The Ford Piquette Avenue Plant parking lot is busy. This normally wouldn’t be a surprise, except that the plant doesn’t open for another hour and a half. It is 8:30am, and I am among some of the greatest car enthusiasts for the start of the Woodward Avenue Dream Cruise, Detroit’s premier auto event of the year.


Geoff and Lisa Watz are here for the second year. Geoff proudly shows me his pristine 1916 Ford Model T. He says they acquired the car a few years ago, and it was a dream come true. Now, as the oldest running car here (there is a wooden-framed 1910 edition just for show), he gets to lead the procession.


Others are here with their cars, old and new, from early 1920s Fords to souped up Pontiacs to a 2016 Corvette. Owners and enthusiasts mill about, admiring each other’s cars, swapping stories.


Soon the moment comes for the procession to begin. Geoff asks me if I want to start his car. I quickly agree, but the crank frustrates me, and I am forced to relenquish the honor back to him. It gently comes to life and, rumbling softly, he and his family guide it to their position at the head of the line.

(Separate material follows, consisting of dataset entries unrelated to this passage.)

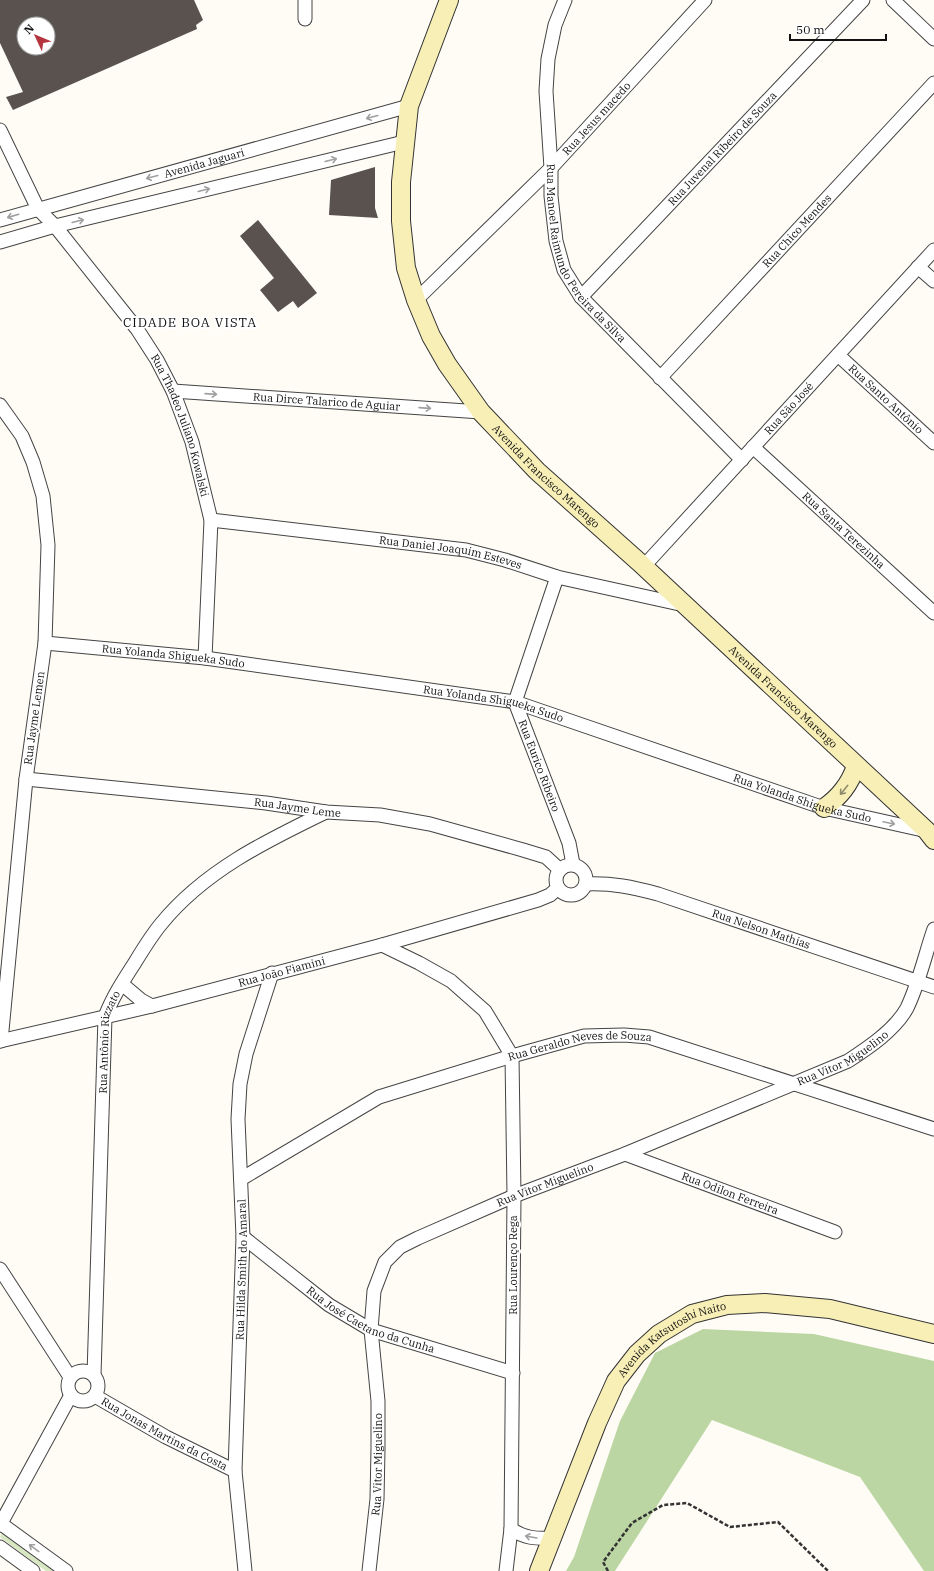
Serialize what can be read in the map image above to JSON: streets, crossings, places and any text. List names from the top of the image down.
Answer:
{
  "streets": {
    "main road": ["Avenida Francisco Marengo", "Avenida Katsutoshi Naito"],
    "street": [
      "Rua Jesus macedo",
      "Rua Juvenal Ribeiro de Souza",
      "Avenida Jaguari",
      "Rua Chico Mendes",
      "Rua Manoel Raimundo Pereira da Silva",
      "Rua Santo Antônio",
      "Rua Dirce Talarico de Aguiar",
      "Rua São José",
      "Rua Thadeo Juliano Kowalski",
      "Rua Santa Terezinha",
      "Rua Daniel Joaquim Esteves",
      "Rua Yolanda Shigueka Sudo",
      "Rua Jayme Lemen",
      "Rua Eurico Ribeiro",
      "Rua Jayme Leme",
      "Rua Nelson Mathias",
      "Rua João Fiamini",
      "Rua Antônio Rizzato",
      "Rua Geraldo Neves de Souza",
      "Rua Vitor Miguelino",
      "Rua Odilon Ferreira",
      "Rua Lourenço Rega",
      "Rua Hilda Smith do Amaral",
      "Rua José Caetano da Cunha",
      "Rua Jonas Martins da Costa"
    ]
  },
  "crossings": [
    ["Rua Jesus macedo", "Rua Manoel Raimundo Pereira da Silva"],
    ["Rua Jesus macedo", "Avenida Francisco Marengo"],
    ["Rua Juvenal Ribeiro de Souza", "Rua Manoel Raimundo Pereira da Silva"],
    ["Avenida Jaguari", "Rua Thadeo Juliano Kowalski"],
    ["Avenida Jaguari", "Avenida Francisco Marengo"],
    ["Rua Chico Mendes", "Rua Manoel Raimundo Pereira da Silva"],
    ["Rua Manoel Raimundo Pereira da Silva", "Rua São José"],
    ["Rua Santo Antônio", "Rua São José"],
    ["Rua Dirce Talarico de Aguiar", "Rua Thadeo Juliano Kowalski"],
    ["Rua Dirce Talarico de Aguiar", "Avenida Francisco Marengo"],
    ["Rua São José", "Avenida Francisco Marengo"],
    ["Rua São José", "Rua Santa Terezinha"],
    ["Rua Thadeo Juliano Kowalski", "Rua Daniel Joaquim Esteves"],
    ["Rua Thadeo Juliano Kowalski", "Rua Yolanda Shigueka Sudo"],
    ["Avenida Francisco Marengo", "Rua Daniel Joaquim Esteves"],
    ["Avenida Francisco Marengo", "Rua Yolanda Shigueka Sudo"],
    ["Rua Yolanda Shigueka Sudo", "Rua Jayme Lemen"],
    ["Rua Yolanda Shigueka Sudo", "Rua Eurico Ribeiro"],
    ["Rua Jayme Lemen", "Rua Jayme Leme"],
    ["Rua Jayme Lemen", "Rua João Fiamini"],
    ["Rua Eurico Ribeiro", "Rua Jayme Leme"],
    ["Rua Eurico Ribeiro", "Rua Nelson Mathias"],
    ["Rua Eurico Ribeiro", "Rua João Fiamini"],
    ["Rua Jayme Leme", "Rua Nelson Mathias"],
    ["Rua Jayme Leme", "Rua João Fiamini"],
    ["Rua Jayme Leme", "Rua Antônio Rizzato"],
    ["Rua Nelson Mathias", "Rua João Fiamini"],
    ["Rua Nelson Mathias", "Rua Vitor Miguelino"],
    ["Rua João Fiamini", "Rua Antônio Rizzato"],
    ["Rua João Fiamini", "Rua Hilda Smith do Amaral"],
    ["Rua Antônio Rizzato", "Rua Jonas Martins da Costa"],
    ["Rua Geraldo Neves de Souza", "Rua Vitor Miguelino"],
    ["Rua Geraldo Neves de Souza", "Rua Lourenço Rega"],
    ["Rua Geraldo Neves de Souza", "Rua Hilda Smith do Amaral"],
    ["Rua Vitor Miguelino", "Rua Odilon Ferreira"],
    ["Rua Vitor Miguelino", "Rua Lourenço Rega"],
    ["Rua Vitor Miguelino", "Rua José Caetano da Cunha"],
    ["Rua Lourenço Rega", "Rua José Caetano da Cunha"],
    ["Rua Hilda Smith do Amaral", "Rua José Caetano da Cunha"],
    ["Rua Hilda Smith do Amaral", "Rua Jonas Martins da Costa"]
  ],
  "one_way": ["Rua Dirce Talarico de Aguiar"],
  "districts": ["CIDADE BOA VISTA"],
  "scale_bar": "50 m",
  "north": "top left"
}
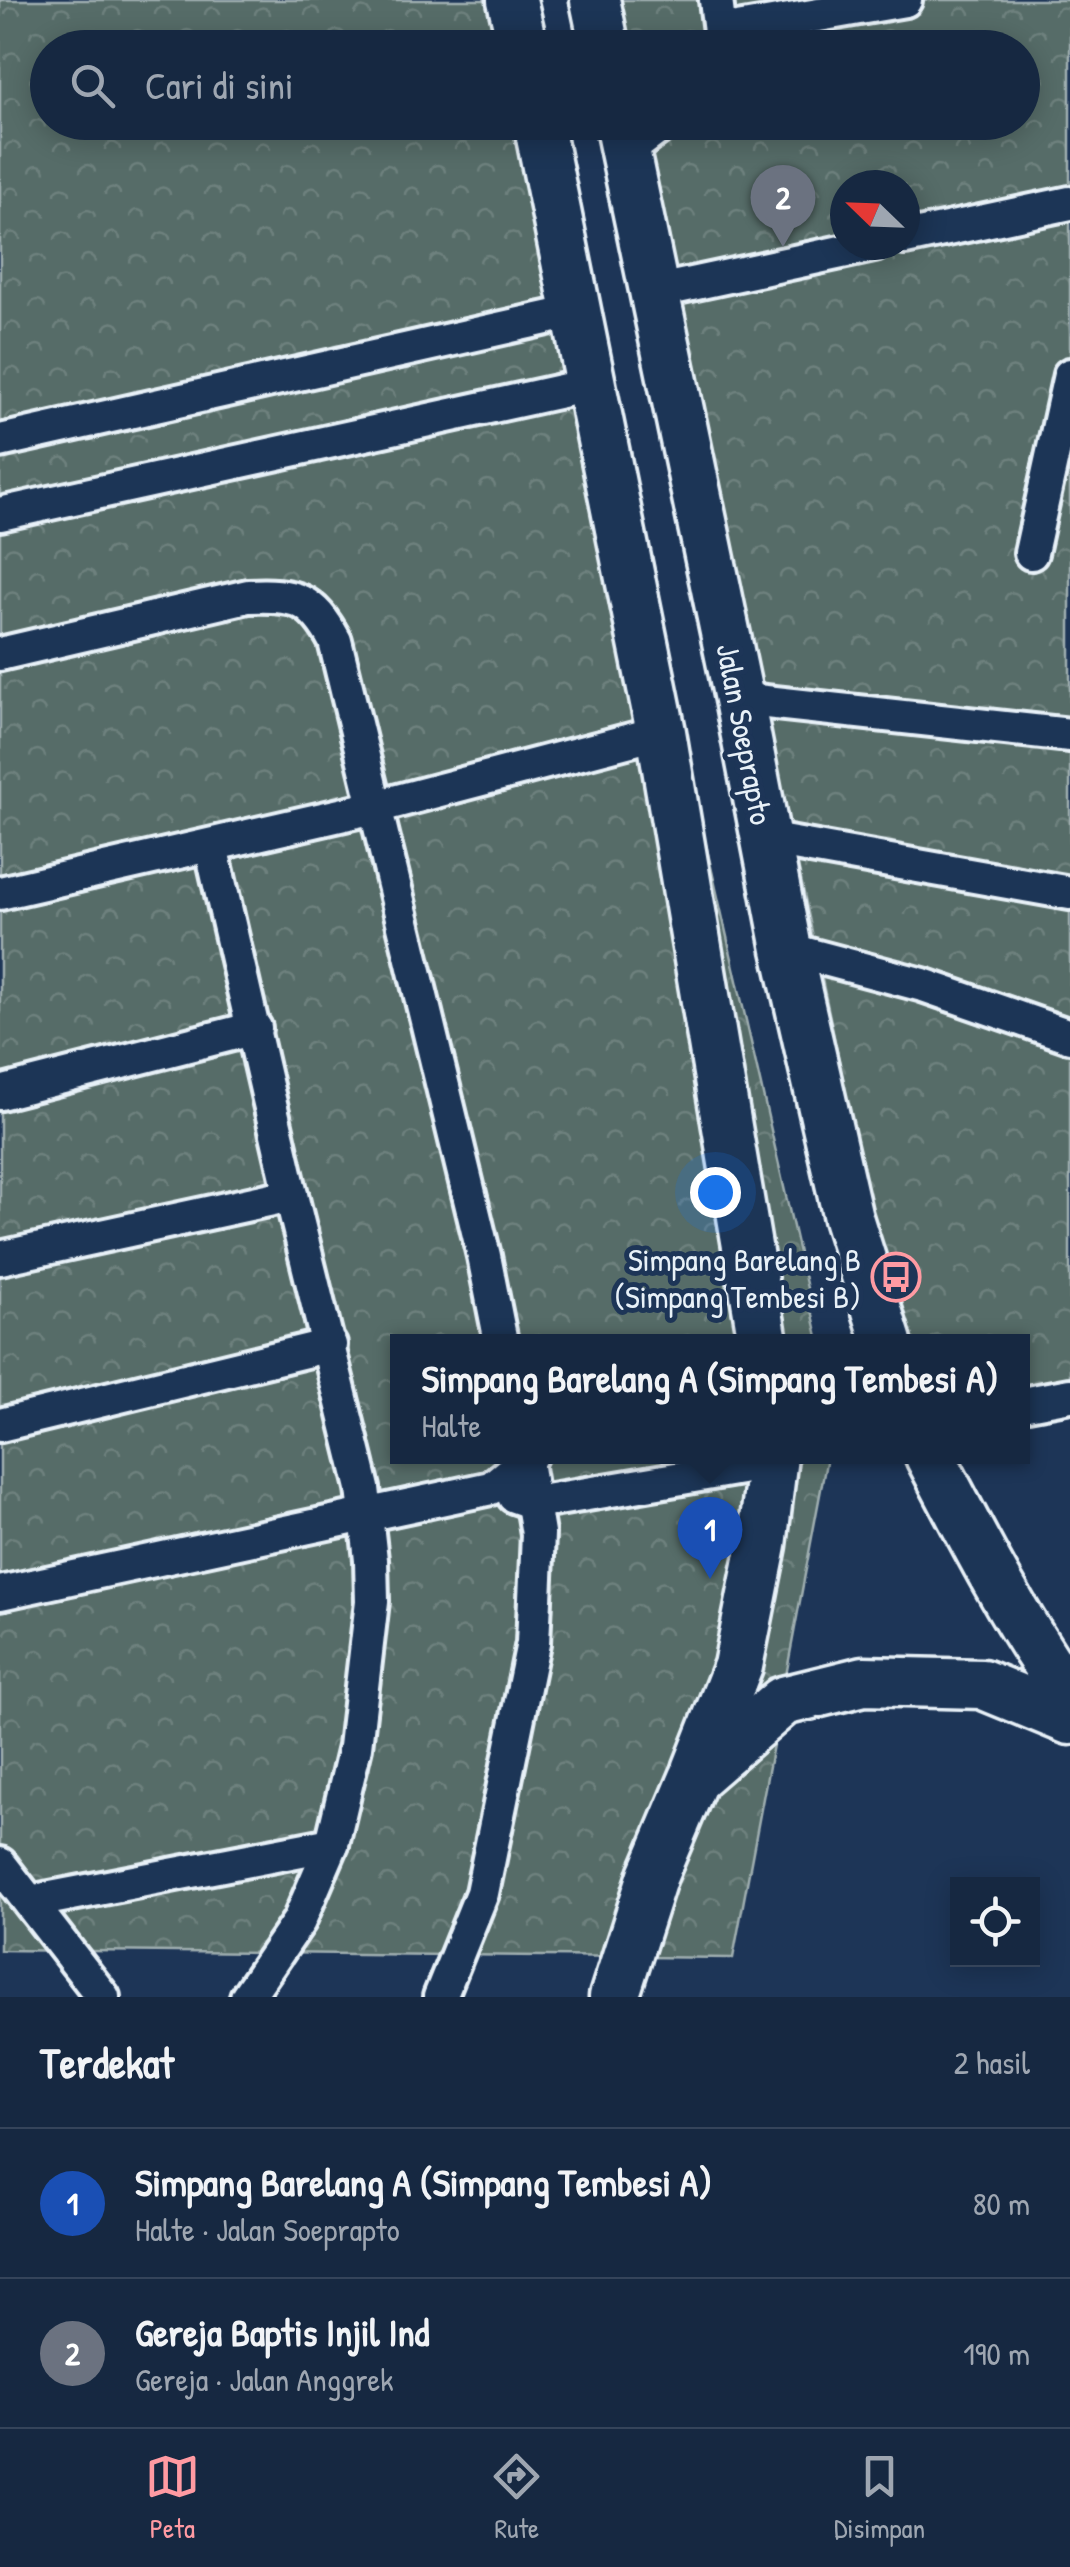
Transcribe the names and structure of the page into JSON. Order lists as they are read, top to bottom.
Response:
{
  "streets": {
    "highway": ["Jalan Soeprapto"]
  },
  "places": {
    "bus stop": ["Simpang Barelang B (Simpang Tembesi B)"]
  },
  "north": "top left",
  "page": {
    "search": "Cari di sini",
    "pins": ["2", "1"],
    "popup": ["Simpang Barelang A (Simpang Tembesi A)", "Halte"],
    "heading": ["Terdekat", "2 hasil"],
    "list": [
      {
        "mark": "1",
        "name": "Simpang Barelang A (Simpang Tembesi A)",
        "note": "Halte · Jalan Soeprapto",
        "value": "80 m"
      },
      {
        "mark": "2",
        "name": "Gereja Baptis Injil Ind",
        "note": "Gereja · Jalan Anggrek",
        "value": "190 m"
      }
    ],
    "nav": ["Peta", "Rute", "Disimpan"]
  }
}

After the cars move out, I turn to the building behind me. Built in 1904, it was the first factory for Ford, churning out cars until 1910, when the company moved to a larger facility. This was before the assembly line, and each car was made in an individual bay by a team of mechanics, each able to build a car in 10-12 hours.


The building is three stories tall. In its time as an operating factory, each floor built a different model, heaviest models on the bottom. Completed vehicles were taken down by elevator. This facility was in use so early on in American autmotive history that materials for the cars were still brought in each morning by horse-drawn wagons.


While today the plant is mostly just a museum to old cars, it isn’t hard to imagine the hundreds of workers building original Fords, hearing the sounds of their tools as they toil away.


As I leave, I wonder what it must have been like to drive one of these wondrous old vehicles. Perhaps one day when I come back, Geoff and Lisa will let me try.